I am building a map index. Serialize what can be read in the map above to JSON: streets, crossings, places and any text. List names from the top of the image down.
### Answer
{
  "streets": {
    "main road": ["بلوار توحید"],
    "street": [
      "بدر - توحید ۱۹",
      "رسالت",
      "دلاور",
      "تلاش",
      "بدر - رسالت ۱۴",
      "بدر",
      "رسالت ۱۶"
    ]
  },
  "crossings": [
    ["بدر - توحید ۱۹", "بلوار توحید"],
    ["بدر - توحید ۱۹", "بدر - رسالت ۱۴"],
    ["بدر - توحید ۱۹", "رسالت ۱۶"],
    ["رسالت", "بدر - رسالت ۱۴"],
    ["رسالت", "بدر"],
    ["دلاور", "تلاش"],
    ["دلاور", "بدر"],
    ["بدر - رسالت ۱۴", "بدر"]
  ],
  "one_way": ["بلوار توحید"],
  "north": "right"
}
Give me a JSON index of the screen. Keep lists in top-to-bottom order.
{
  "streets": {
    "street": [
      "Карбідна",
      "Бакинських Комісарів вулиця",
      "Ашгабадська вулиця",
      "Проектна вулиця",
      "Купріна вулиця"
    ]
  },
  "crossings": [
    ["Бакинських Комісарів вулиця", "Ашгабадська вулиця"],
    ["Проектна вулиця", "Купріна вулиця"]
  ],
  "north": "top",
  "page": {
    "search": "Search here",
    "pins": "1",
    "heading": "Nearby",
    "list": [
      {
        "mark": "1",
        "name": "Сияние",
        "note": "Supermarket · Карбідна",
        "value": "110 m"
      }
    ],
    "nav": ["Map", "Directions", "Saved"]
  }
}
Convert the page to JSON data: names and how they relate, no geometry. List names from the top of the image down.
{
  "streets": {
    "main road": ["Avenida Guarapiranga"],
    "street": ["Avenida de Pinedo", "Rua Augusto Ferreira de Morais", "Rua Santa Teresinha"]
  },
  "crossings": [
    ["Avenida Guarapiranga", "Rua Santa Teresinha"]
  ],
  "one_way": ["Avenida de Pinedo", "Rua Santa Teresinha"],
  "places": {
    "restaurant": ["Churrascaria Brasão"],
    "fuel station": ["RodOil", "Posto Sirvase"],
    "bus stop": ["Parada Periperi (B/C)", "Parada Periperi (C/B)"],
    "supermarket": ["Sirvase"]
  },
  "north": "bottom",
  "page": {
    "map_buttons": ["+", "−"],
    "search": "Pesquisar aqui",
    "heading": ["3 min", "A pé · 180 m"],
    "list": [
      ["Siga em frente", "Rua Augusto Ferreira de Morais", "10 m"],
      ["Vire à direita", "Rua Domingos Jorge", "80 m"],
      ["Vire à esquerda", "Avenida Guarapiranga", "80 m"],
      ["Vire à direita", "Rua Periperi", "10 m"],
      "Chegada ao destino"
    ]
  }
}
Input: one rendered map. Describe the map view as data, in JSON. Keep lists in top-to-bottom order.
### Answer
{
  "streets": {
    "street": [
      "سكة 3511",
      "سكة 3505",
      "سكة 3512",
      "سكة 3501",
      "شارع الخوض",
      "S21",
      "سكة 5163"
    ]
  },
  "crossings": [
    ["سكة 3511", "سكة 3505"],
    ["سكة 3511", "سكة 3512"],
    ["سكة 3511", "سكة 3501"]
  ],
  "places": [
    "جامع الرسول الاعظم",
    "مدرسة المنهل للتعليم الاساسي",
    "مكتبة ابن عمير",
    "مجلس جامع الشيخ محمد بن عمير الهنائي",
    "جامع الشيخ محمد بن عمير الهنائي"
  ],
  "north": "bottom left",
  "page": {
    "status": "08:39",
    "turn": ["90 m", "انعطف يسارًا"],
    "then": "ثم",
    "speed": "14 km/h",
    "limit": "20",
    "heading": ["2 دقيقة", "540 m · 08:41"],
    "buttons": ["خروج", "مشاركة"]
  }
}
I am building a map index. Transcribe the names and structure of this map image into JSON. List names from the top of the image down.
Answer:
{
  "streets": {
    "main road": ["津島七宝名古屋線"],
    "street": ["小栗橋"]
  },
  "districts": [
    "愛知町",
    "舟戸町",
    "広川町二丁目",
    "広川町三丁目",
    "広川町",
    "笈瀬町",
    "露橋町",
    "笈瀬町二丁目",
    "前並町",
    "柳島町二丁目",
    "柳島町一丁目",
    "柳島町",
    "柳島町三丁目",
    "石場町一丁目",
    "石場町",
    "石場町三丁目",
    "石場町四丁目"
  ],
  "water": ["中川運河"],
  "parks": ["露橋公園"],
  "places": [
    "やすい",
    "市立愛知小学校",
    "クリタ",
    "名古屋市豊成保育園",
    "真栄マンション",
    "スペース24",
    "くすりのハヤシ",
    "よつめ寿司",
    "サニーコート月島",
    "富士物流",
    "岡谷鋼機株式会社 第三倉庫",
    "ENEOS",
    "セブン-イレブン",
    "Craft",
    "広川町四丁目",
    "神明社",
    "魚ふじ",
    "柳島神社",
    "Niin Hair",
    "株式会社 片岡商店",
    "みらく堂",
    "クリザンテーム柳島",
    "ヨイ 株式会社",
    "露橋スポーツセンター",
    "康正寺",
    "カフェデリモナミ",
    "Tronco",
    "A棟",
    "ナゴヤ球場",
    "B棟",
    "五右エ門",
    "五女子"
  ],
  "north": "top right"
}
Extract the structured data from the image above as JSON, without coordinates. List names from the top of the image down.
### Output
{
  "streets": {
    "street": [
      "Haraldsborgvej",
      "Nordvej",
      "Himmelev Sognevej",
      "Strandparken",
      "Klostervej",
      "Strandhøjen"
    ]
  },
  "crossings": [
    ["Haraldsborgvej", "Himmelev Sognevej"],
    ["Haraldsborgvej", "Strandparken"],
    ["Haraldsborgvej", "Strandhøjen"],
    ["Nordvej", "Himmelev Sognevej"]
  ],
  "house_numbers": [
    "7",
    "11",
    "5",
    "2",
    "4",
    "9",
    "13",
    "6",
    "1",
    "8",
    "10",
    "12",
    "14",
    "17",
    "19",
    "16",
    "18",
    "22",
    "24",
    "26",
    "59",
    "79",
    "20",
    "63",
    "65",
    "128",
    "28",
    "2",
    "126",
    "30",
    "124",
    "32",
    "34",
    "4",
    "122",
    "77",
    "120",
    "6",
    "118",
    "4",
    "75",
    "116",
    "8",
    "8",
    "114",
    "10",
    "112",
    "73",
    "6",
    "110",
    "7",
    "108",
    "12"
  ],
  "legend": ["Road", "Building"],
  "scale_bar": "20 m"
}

- Action item
What this exercise calls for is a precise transcription of the material above.

- Response area
I am building a map index. Serialize what can be read in the map above to JSON: streets, crossings, places and any text. List names from the top of the image down.
### Answer
{
  "streets": {
    "main road": ["بلوار توحید"],
    "street": [
      "بدر - توحید ۱۹",
      "رسالت",
      "دلاور",
      "تلاش",
      "بدر - رسالت ۱۴",
      "بدر",
      "رسالت ۱۶"
    ]
  },
  "crossings": [
    ["بدر - توحید ۱۹", "بلوار توحید"],
    ["بدر - توحید ۱۹", "بدر - رسالت ۱۴"],
    ["بدر - توحید ۱۹", "رسالت ۱۶"],
    ["رسالت", "بدر - رسالت ۱۴"],
    ["رسالت", "بدر"],
    ["دلاور", "تلاش"],
    ["دلاور", "بدر"],
    ["بدر - رسالت ۱۴", "بدر"]
  ],
  "one_way": ["بلوار توحید"],
  "north": "right"
}
Give me a JSON index of the screen. Keep lists in top-to-bottom order.
{
  "streets": {
    "street": [
      "Карбідна",
      "Бакинських Комісарів вулиця",
      "Ашгабадська вулиця",
      "Проектна вулиця",
      "Купріна вулиця"
    ]
  },
  "crossings": [
    ["Бакинських Комісарів вулиця", "Ашгабадська вулиця"],
    ["Проектна вулиця", "Купріна вулиця"]
  ],
  "north": "top",
  "page": {
    "search": "Search here",
    "pins": "1",
    "heading": "Nearby",
    "list": [
      {
        "mark": "1",
        "name": "Сияние",
        "note": "Supermarket · Карбідна",
        "value": "110 m"
      }
    ],
    "nav": ["Map", "Directions", "Saved"]
  }
}
Convert the page to JSON data: names and how they relate, no geometry. List names from the top of the image down.
{
  "streets": {
    "main road": ["Avenida Guarapiranga"],
    "street": ["Avenida de Pinedo", "Rua Augusto Ferreira de Morais", "Rua Santa Teresinha"]
  },
  "crossings": [
    ["Avenida Guarapiranga", "Rua Santa Teresinha"]
  ],
  "one_way": ["Avenida de Pinedo", "Rua Santa Teresinha"],
  "places": {
    "restaurant": ["Churrascaria Brasão"],
    "fuel station": ["RodOil", "Posto Sirvase"],
    "bus stop": ["Parada Periperi (B/C)", "Parada Periperi (C/B)"],
    "supermarket": ["Sirvase"]
  },
  "north": "bottom",
  "page": {
    "map_buttons": ["+", "−"],
    "search": "Pesquisar aqui",
    "heading": ["3 min", "A pé · 180 m"],
    "list": [
      ["Siga em frente", "Rua Augusto Ferreira de Morais", "10 m"],
      ["Vire à direita", "Rua Domingos Jorge", "80 m"],
      ["Vire à esquerda", "Avenida Guarapiranga", "80 m"],
      ["Vire à direita", "Rua Periperi", "10 m"],
      "Chegada ao destino"
    ]
  }
}
Input: one rendered map. Describe the map view as data, in JSON. Keep lists in top-to-bottom order.
### Answer
{
  "streets": {
    "street": [
      "سكة 3511",
      "سكة 3505",
      "سكة 3512",
      "سكة 3501",
      "شارع الخوض",
      "S21",
      "سكة 5163"
    ]
  },
  "crossings": [
    ["سكة 3511", "سكة 3505"],
    ["سكة 3511", "سكة 3512"],
    ["سكة 3511", "سكة 3501"]
  ],
  "places": [
    "جامع الرسول الاعظم",
    "مدرسة المنهل للتعليم الاساسي",
    "مكتبة ابن عمير",
    "مجلس جامع الشيخ محمد بن عمير الهنائي",
    "جامع الشيخ محمد بن عمير الهنائي"
  ],
  "north": "bottom left",
  "page": {
    "status": "08:39",
    "turn": ["90 m", "انعطف يسارًا"],
    "then": "ثم",
    "speed": "14 km/h",
    "limit": "20",
    "heading": ["2 دقيقة", "540 m · 08:41"],
    "buttons": ["خروج", "مشاركة"]
  }
}
I am building a map index. Transcribe the names and structure of this map image into JSON. List names from the top of the image down.
Answer:
{
  "streets": {
    "main road": ["津島七宝名古屋線"],
    "street": ["小栗橋"]
  },
  "districts": [
    "愛知町",
    "舟戸町",
    "広川町二丁目",
    "広川町三丁目",
    "広川町",
    "笈瀬町",
    "露橋町",
    "笈瀬町二丁目",
    "前並町",
    "柳島町二丁目",
    "柳島町一丁目",
    "柳島町",
    "柳島町三丁目",
    "石場町一丁目",
    "石場町",
    "石場町三丁目",
    "石場町四丁目"
  ],
  "water": ["中川運河"],
  "parks": ["露橋公園"],
  "places": [
    "やすい",
    "市立愛知小学校",
    "クリタ",
    "名古屋市豊成保育園",
    "真栄マンション",
    "スペース24",
    "くすりのハヤシ",
    "よつめ寿司",
    "サニーコート月島",
    "富士物流",
    "岡谷鋼機株式会社 第三倉庫",
    "ENEOS",
    "セブン-イレブン",
    "Craft",
    "広川町四丁目",
    "神明社",
    "魚ふじ",
    "柳島神社",
    "Niin Hair",
    "株式会社 片岡商店",
    "みらく堂",
    "クリザンテーム柳島",
    "ヨイ 株式会社",
    "露橋スポーツセンター",
    "康正寺",
    "カフェデリモナミ",
    "Tronco",
    "A棟",
    "ナゴヤ球場",
    "B棟",
    "五右エ門",
    "五女子"
  ],
  "north": "top right"
}
Extract the structured data from the image above as JSON, without coordinates. List names from the top of the image down.
### Output
{
  "streets": {
    "street": [
      "Haraldsborgvej",
      "Nordvej",
      "Himmelev Sognevej",
      "Strandparken",
      "Klostervej",
      "Strandhøjen"
    ]
  },
  "crossings": [
    ["Haraldsborgvej", "Himmelev Sognevej"],
    ["Haraldsborgvej", "Strandparken"],
    ["Haraldsborgvej", "Strandhøjen"],
    ["Nordvej", "Himmelev Sognevej"]
  ],
  "house_numbers": [
    "7",
    "11",
    "5",
    "2",
    "4",
    "9",
    "13",
    "6",
    "1",
    "8",
    "10",
    "12",
    "14",
    "17",
    "19",
    "16",
    "18",
    "22",
    "24",
    "26",
    "59",
    "79",
    "20",
    "63",
    "65",
    "128",
    "28",
    "2",
    "126",
    "30",
    "124",
    "32",
    "34",
    "4",
    "122",
    "77",
    "120",
    "6",
    "118",
    "4",
    "75",
    "116",
    "8",
    "8",
    "114",
    "10",
    "112",
    "73",
    "6",
    "110",
    "7",
    "108",
    "12"
  ],
  "legend": ["Road", "Building"],
  "scale_bar": "20 m"
}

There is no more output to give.